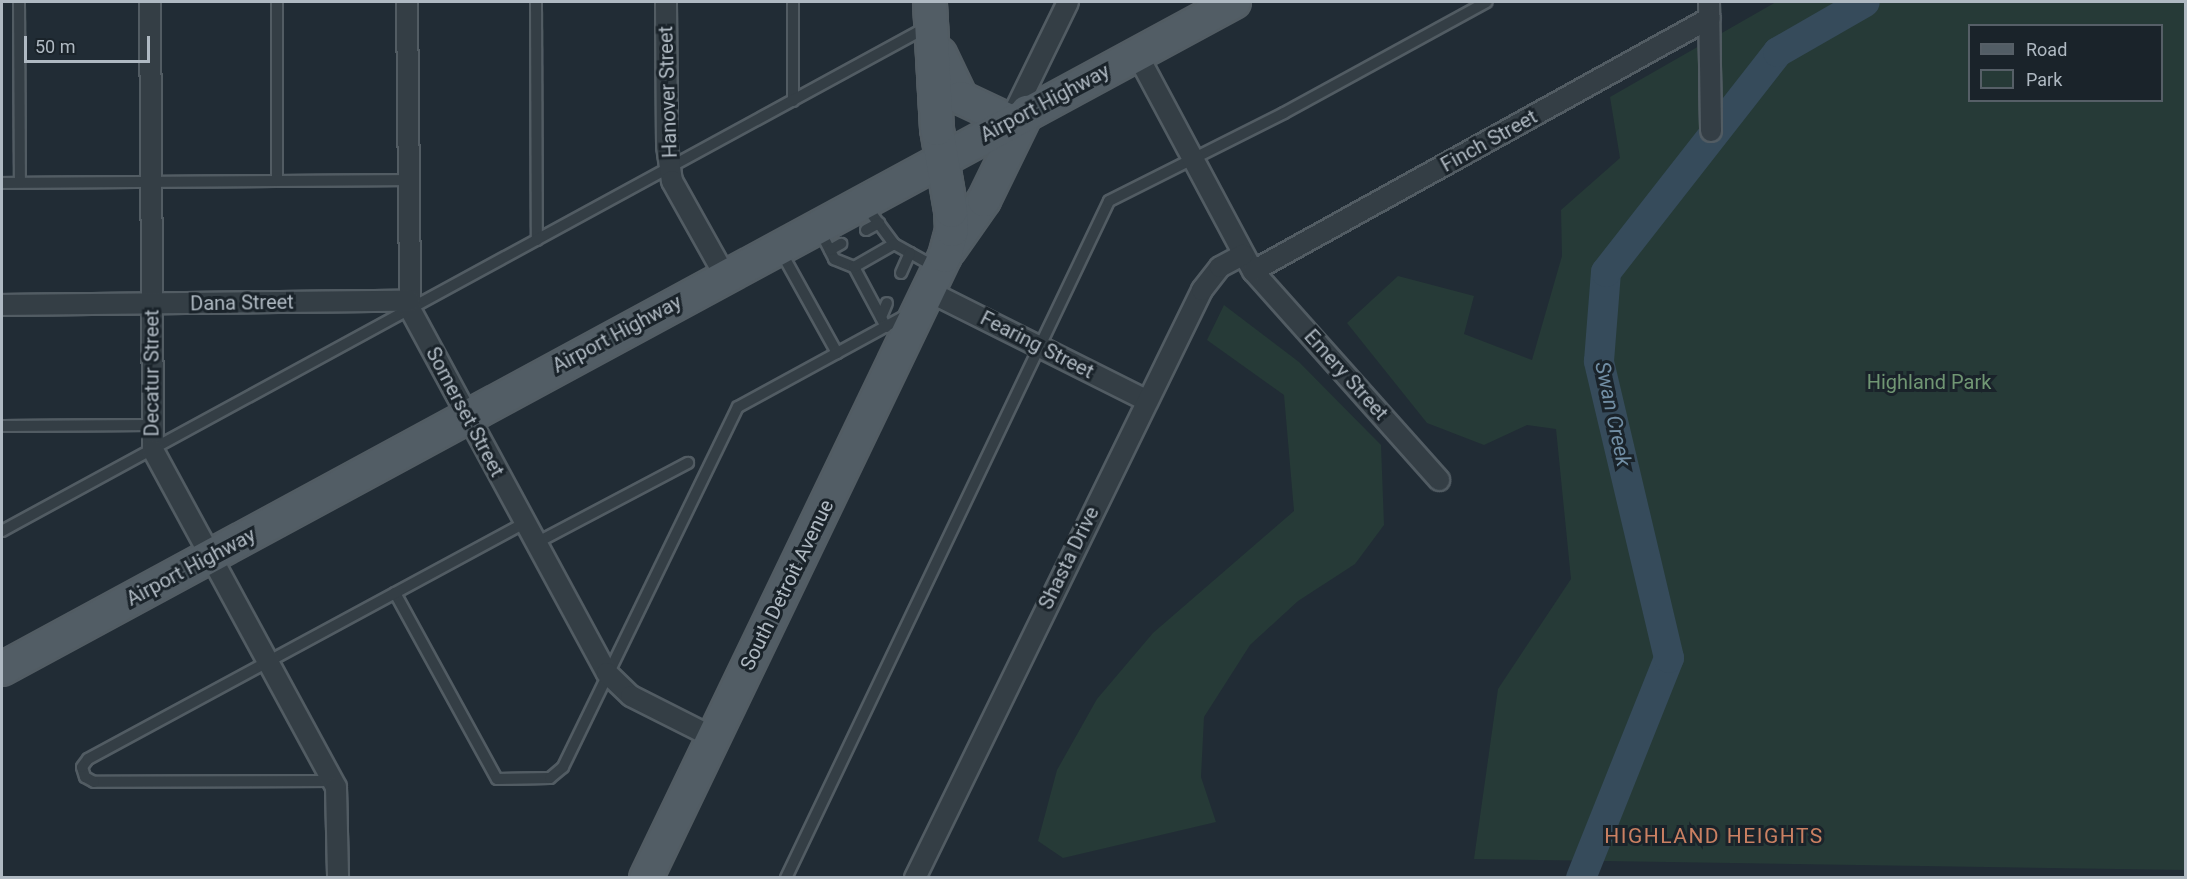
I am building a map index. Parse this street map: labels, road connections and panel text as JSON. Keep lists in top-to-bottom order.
{
  "streets": {
    "main road": ["Airport Highway", "South Detroit Avenue"],
    "street": [
      "Hanover Street",
      "Finch Street",
      "Dana Street",
      "Fearing Street",
      "Decatur Street",
      "Emery Street",
      "Somerset Street",
      "Shasta Drive"
    ]
  },
  "crossings": [
    ["Hanover Street", "Airport Highway"],
    ["Airport Highway", "Decatur Street"],
    ["Airport Highway", "Somerset Street"],
    ["Finch Street", "Emery Street"],
    ["Finch Street", "Shasta Drive"],
    ["Dana Street", "Decatur Street"],
    ["Dana Street", "Somerset Street"],
    ["Fearing Street", "Shasta Drive"],
    ["Fearing Street", "South Detroit Avenue"],
    ["Emery Street", "Shasta Drive"],
    ["Somerset Street", "South Detroit Avenue"]
  ],
  "districts": ["HIGHLAND HEIGHTS"],
  "water": ["Swan Creek"],
  "parks": ["Highland Park"],
  "legend": ["Road", "Park"],
  "scale_bar": "50 m"
}
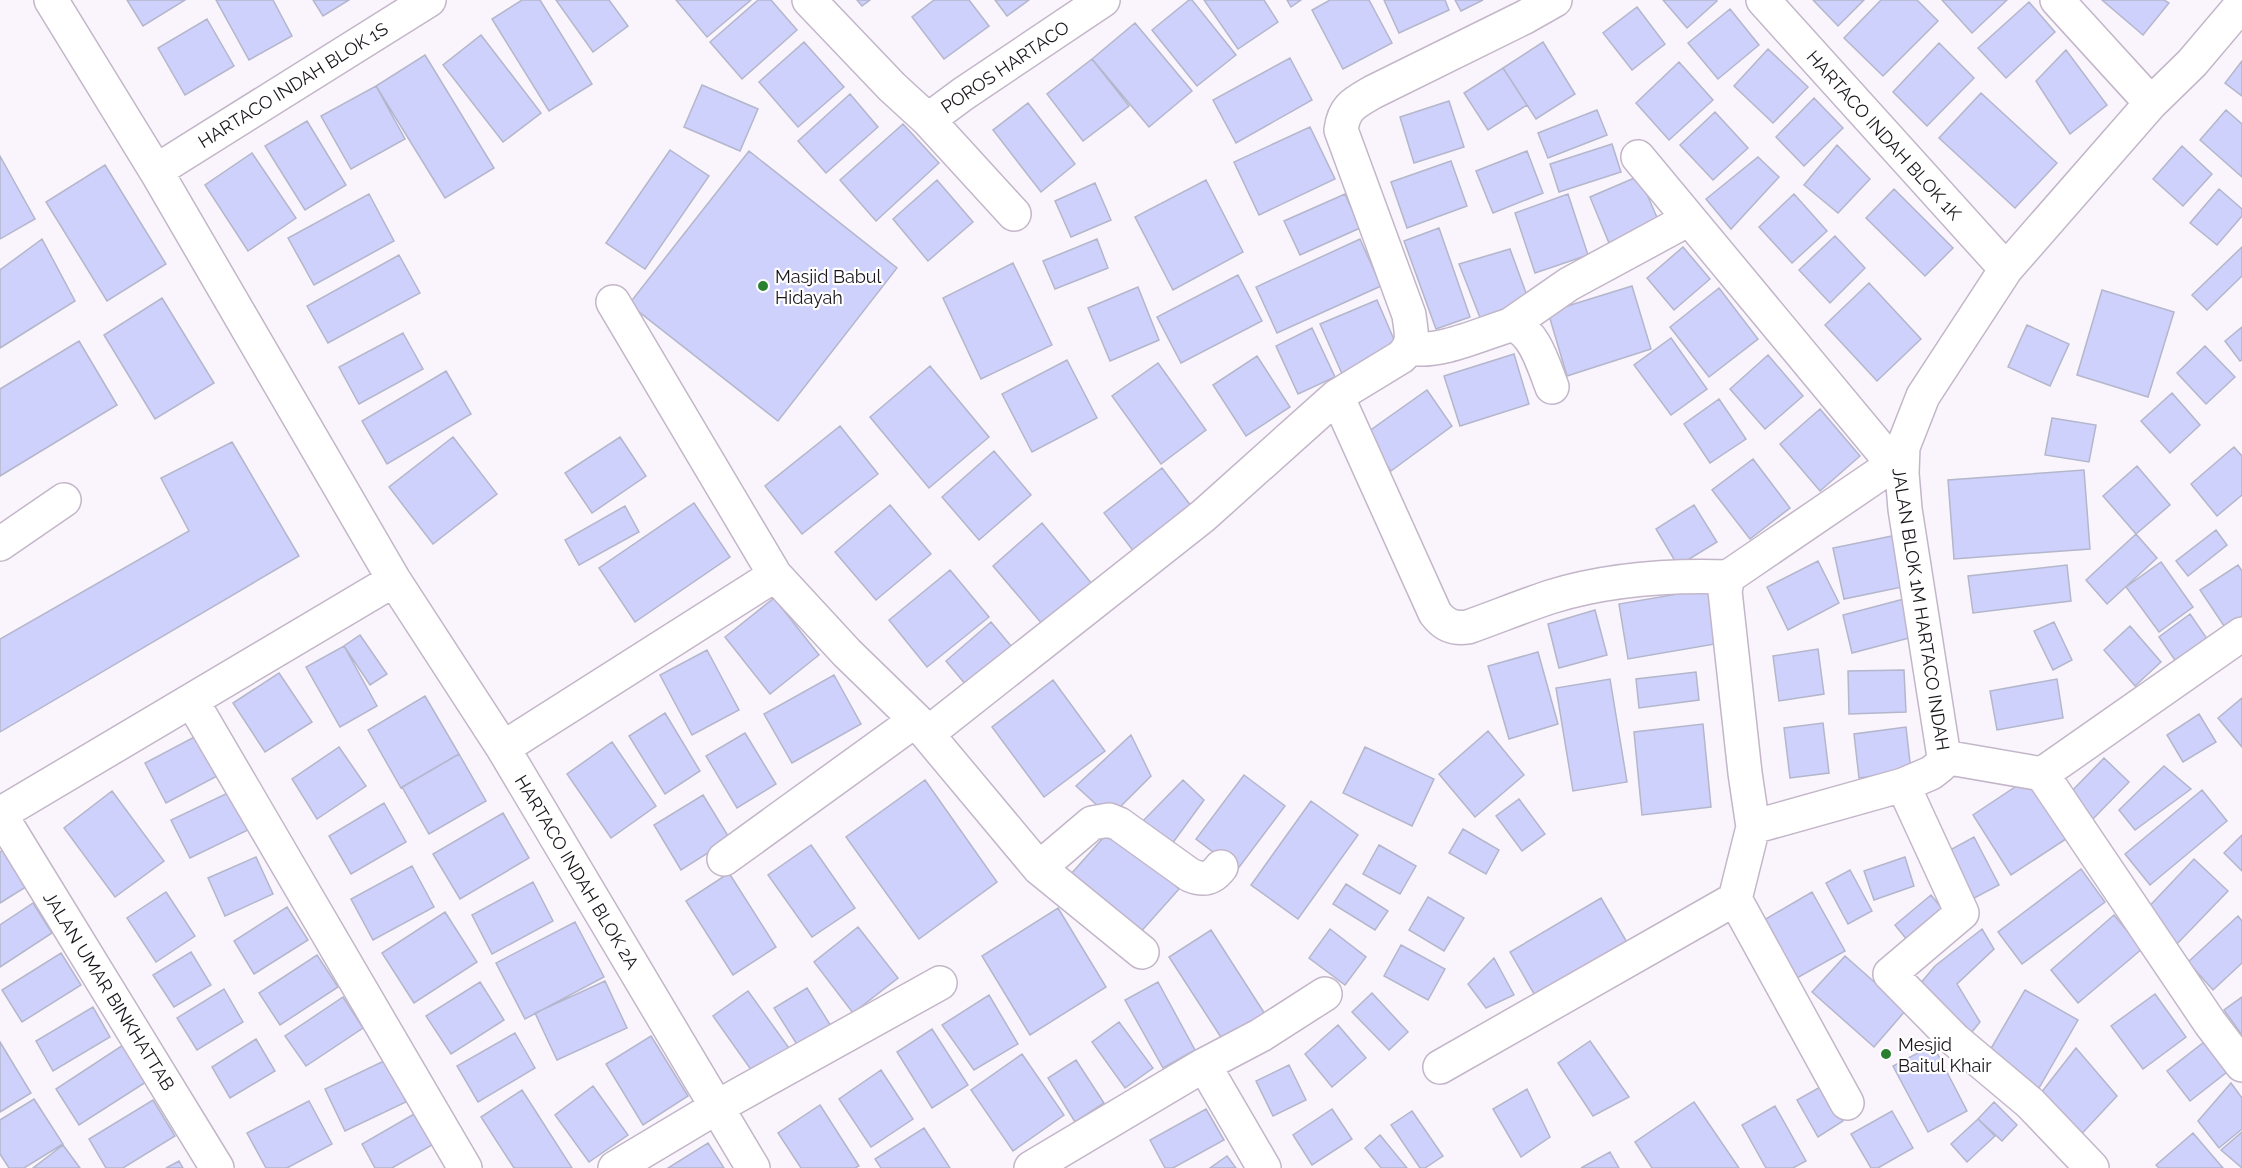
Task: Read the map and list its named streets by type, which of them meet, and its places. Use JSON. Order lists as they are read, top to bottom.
{
  "streets": {
    "street": [
      "POROS HARTACO",
      "HARTACO INDAH BLOK 1S",
      "HARTACO INDAH BLOK 1K",
      "JALAN BLOK 1M HARTACO INDAH",
      "HARTACO INDAH BLOK 2A",
      "JALAN UMAR BINKHATTAB"
    ]
  },
  "crossings": [
    ["HARTACO INDAH BLOK 1S", "HARTACO INDAH BLOK 2A"]
  ],
  "places": ["Masjid Babul Hidayah", "Mesjid Baitul Khair"]
}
········
[About this exercise]
Every record above should be transcribed exactly; the pictures stay out of the copy.

[Result below]
I am building a map index. Parse this street map: labels, road connections and panel text as JSON. Keep lists in top-to-bottom order.
{
  "streets": {
    "main road": ["Airport Highway", "South Detroit Avenue"],
    "street": [
      "Hanover Street",
      "Finch Street",
      "Dana Street",
      "Fearing Street",
      "Decatur Street",
      "Emery Street",
      "Somerset Street",
      "Shasta Drive"
    ]
  },
  "crossings": [
    ["Hanover Street", "Airport Highway"],
    ["Airport Highway", "Decatur Street"],
    ["Airport Highway", "Somerset Street"],
    ["Finch Street", "Emery Street"],
    ["Finch Street", "Shasta Drive"],
    ["Dana Street", "Decatur Street"],
    ["Dana Street", "Somerset Street"],
    ["Fearing Street", "Shasta Drive"],
    ["Fearing Street", "South Detroit Avenue"],
    ["Emery Street", "Shasta Drive"],
    ["Somerset Street", "South Detroit Avenue"]
  ],
  "districts": ["HIGHLAND HEIGHTS"],
  "water": ["Swan Creek"],
  "parks": ["Highland Park"],
  "legend": ["Road", "Park"],
  "scale_bar": "50 m"
}
Task: Read the map and list its named streets by type, which of them meet, and its places. Use JSON. Order lists as they are read, top to bottom.
{
  "streets": {
    "street": [
      "POROS HARTACO",
      "HARTACO INDAH BLOK 1S",
      "HARTACO INDAH BLOK 1K",
      "JALAN BLOK 1M HARTACO INDAH",
      "HARTACO INDAH BLOK 2A",
      "JALAN UMAR BINKHATTAB"
    ]
  },
  "crossings": [
    ["HARTACO INDAH BLOK 1S", "HARTACO INDAH BLOK 2A"]
  ],
  "places": ["Masjid Babul Hidayah", "Mesjid Baitul Khair"]
}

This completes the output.